Please copy each line below that contains the word "水橋停車場線".

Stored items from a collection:
■ ■ ■
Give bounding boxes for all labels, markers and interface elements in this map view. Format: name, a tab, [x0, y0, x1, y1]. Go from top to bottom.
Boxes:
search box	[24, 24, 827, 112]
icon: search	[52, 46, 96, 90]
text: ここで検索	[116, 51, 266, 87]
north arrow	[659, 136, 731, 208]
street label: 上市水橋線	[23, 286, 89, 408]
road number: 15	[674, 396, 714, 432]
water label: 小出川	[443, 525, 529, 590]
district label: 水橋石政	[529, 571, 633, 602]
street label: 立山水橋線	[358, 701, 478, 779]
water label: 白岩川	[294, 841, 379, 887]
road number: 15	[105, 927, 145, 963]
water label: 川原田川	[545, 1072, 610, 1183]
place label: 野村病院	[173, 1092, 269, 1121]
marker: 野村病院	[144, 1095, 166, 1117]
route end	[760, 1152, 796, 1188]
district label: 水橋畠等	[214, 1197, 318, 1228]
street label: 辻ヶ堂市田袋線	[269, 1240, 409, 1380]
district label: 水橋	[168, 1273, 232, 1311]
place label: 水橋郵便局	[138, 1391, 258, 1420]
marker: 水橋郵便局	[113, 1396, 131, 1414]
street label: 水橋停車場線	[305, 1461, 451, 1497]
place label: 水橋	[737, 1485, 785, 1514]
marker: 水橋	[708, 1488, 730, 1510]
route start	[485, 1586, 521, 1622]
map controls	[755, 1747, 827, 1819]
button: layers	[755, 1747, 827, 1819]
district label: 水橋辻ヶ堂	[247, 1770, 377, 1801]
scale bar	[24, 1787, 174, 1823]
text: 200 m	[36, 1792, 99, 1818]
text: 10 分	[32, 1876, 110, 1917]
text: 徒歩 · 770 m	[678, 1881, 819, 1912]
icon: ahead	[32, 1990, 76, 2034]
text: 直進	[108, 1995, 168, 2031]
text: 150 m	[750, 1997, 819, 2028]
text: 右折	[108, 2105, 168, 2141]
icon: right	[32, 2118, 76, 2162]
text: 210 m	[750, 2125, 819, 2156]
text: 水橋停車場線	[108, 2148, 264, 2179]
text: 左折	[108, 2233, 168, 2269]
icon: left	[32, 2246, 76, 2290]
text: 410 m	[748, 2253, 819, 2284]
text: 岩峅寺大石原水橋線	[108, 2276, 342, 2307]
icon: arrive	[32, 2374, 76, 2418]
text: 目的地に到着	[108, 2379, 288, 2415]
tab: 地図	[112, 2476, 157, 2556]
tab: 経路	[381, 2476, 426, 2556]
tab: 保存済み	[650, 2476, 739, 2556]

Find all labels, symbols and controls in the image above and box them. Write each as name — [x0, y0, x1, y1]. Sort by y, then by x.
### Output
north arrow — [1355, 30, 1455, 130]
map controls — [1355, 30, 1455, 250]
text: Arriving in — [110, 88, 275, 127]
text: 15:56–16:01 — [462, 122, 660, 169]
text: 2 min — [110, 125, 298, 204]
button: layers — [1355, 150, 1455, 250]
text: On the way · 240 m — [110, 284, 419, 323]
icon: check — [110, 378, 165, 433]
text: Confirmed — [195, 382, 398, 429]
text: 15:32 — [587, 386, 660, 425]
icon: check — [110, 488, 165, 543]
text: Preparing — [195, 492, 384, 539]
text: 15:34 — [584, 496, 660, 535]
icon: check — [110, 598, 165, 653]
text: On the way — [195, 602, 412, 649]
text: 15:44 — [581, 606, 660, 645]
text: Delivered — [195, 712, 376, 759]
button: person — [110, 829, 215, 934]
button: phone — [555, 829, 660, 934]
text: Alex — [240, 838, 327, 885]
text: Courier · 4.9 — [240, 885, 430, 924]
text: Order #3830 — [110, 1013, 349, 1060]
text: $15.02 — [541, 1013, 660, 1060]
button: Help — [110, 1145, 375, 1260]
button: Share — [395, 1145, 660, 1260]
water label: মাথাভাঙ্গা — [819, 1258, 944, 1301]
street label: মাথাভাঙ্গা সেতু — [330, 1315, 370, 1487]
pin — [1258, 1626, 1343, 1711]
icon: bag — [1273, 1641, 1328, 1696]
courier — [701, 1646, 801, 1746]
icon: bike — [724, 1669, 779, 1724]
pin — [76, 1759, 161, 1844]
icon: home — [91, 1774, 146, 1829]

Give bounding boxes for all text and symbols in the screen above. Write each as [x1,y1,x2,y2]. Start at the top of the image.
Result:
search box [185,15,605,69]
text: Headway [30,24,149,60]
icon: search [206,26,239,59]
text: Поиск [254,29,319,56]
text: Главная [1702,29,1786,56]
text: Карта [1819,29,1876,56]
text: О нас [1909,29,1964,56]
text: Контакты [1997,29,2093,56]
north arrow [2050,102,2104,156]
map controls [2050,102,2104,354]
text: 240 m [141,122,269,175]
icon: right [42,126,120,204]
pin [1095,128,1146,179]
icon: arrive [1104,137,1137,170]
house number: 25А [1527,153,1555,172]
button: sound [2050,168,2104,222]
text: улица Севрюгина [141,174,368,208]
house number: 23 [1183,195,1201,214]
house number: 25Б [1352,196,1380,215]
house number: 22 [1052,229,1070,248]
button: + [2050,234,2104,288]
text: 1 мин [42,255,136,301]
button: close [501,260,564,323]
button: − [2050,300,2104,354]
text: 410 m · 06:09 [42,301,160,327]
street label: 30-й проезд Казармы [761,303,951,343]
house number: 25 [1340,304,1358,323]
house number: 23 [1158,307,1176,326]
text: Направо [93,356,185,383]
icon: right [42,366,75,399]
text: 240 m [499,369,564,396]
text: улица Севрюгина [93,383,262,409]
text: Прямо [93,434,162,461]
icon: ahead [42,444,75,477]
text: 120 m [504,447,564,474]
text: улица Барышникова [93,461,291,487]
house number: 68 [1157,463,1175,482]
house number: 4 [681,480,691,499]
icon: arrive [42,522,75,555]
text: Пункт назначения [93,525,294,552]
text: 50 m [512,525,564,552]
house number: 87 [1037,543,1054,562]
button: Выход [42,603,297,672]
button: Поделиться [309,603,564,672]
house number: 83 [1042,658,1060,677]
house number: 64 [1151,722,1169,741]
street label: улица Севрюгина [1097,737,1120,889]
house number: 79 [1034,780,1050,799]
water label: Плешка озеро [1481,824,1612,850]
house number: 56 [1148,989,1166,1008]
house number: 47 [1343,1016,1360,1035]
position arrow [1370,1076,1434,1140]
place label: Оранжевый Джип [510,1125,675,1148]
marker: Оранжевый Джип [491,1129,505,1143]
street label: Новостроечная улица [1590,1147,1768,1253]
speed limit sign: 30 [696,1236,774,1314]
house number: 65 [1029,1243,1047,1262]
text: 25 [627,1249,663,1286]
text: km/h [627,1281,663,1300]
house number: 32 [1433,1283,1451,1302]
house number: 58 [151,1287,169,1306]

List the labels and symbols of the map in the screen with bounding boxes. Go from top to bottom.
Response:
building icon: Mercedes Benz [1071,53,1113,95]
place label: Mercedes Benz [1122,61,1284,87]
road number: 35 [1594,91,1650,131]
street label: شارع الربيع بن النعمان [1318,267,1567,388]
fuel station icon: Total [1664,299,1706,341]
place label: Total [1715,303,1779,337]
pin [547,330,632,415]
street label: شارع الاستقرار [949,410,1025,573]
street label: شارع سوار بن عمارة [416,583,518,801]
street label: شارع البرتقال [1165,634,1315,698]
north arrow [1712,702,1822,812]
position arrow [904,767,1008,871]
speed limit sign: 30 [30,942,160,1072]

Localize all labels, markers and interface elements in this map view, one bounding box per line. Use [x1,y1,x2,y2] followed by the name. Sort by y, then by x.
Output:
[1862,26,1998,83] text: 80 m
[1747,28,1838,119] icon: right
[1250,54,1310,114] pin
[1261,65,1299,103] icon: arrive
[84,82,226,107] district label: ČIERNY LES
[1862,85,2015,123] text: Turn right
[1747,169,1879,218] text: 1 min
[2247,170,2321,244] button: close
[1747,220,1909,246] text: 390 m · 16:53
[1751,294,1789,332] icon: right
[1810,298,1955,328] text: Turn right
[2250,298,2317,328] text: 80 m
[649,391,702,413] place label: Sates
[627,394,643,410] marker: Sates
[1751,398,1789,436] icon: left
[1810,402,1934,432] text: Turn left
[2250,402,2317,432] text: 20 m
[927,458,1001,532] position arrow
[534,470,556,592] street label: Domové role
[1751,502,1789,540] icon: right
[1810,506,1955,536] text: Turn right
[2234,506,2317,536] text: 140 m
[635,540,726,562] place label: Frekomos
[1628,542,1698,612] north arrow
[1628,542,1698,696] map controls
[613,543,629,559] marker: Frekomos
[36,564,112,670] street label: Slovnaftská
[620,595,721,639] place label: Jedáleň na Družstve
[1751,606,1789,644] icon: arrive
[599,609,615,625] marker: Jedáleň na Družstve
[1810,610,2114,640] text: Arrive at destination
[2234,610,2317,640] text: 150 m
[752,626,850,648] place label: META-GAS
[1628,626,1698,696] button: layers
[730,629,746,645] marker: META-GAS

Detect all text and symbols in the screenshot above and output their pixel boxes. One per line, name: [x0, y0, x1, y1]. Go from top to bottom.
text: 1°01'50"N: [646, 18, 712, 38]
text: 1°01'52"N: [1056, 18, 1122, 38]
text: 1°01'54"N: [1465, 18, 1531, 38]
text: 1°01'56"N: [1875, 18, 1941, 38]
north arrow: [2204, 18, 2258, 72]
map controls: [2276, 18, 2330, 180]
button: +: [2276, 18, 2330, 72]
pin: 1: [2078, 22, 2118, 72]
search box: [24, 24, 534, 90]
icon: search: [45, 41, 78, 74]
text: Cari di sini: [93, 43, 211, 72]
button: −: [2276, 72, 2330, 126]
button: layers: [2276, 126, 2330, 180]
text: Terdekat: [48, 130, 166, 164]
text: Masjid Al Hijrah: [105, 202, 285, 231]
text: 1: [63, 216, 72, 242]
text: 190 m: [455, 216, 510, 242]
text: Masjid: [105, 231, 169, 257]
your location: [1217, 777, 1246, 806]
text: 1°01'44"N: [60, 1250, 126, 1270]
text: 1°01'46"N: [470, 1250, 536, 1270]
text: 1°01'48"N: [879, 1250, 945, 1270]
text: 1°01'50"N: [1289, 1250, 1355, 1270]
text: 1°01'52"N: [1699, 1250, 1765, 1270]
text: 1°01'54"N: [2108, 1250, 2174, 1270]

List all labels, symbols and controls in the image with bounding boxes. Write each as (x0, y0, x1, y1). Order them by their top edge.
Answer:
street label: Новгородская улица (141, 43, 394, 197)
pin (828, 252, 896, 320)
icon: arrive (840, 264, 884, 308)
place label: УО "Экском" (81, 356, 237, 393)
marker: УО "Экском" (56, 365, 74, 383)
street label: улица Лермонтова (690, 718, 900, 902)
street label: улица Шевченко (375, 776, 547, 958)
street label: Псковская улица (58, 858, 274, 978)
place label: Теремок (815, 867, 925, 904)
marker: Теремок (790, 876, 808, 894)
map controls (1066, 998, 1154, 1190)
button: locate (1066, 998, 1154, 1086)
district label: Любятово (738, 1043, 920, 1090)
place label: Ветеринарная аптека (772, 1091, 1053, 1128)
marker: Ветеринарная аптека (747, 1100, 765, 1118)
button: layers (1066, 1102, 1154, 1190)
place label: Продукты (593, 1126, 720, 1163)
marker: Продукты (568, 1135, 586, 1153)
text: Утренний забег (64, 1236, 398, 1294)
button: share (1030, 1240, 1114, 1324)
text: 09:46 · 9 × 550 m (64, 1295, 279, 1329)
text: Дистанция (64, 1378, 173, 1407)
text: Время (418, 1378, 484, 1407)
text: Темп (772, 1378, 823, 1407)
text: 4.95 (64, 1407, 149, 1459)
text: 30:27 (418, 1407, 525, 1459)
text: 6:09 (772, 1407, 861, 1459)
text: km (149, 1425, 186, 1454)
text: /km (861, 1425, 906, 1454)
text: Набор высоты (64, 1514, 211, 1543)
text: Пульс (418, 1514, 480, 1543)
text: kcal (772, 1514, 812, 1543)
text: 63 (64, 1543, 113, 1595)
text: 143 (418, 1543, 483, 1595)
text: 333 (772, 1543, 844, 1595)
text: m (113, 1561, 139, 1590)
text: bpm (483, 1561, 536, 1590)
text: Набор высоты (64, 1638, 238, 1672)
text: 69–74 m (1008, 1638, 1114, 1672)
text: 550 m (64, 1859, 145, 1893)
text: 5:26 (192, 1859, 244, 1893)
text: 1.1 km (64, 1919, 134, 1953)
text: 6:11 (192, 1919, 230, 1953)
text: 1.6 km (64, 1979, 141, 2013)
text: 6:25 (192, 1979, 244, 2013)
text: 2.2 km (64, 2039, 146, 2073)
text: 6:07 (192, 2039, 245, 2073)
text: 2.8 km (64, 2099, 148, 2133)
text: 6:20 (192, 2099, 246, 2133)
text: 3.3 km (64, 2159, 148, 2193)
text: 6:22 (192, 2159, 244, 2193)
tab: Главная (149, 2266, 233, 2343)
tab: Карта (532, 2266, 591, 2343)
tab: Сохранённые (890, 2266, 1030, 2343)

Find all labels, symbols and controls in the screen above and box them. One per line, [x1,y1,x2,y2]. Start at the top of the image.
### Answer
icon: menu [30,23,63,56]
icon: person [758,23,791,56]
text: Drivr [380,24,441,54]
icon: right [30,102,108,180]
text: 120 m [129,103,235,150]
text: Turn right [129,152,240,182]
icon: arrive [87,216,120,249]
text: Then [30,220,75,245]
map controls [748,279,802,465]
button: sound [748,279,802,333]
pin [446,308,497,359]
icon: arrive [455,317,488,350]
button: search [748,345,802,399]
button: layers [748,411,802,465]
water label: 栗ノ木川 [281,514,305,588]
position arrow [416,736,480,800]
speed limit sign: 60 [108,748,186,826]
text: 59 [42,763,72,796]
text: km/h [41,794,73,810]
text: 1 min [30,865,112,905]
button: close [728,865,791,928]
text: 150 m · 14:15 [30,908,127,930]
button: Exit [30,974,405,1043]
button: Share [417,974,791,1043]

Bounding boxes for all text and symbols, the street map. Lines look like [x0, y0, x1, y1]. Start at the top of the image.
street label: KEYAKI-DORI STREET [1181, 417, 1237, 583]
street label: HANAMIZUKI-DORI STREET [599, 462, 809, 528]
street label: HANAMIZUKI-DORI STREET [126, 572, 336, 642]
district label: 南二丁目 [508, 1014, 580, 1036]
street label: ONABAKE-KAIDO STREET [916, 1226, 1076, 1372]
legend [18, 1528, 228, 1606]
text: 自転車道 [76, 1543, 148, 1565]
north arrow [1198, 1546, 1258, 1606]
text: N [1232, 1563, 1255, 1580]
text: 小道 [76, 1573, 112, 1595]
■ ■ ■
Answer section -
street label: 水橋停車場線	[305, 1461, 451, 1497]
text: 水橋停車場線	[108, 2148, 264, 2179]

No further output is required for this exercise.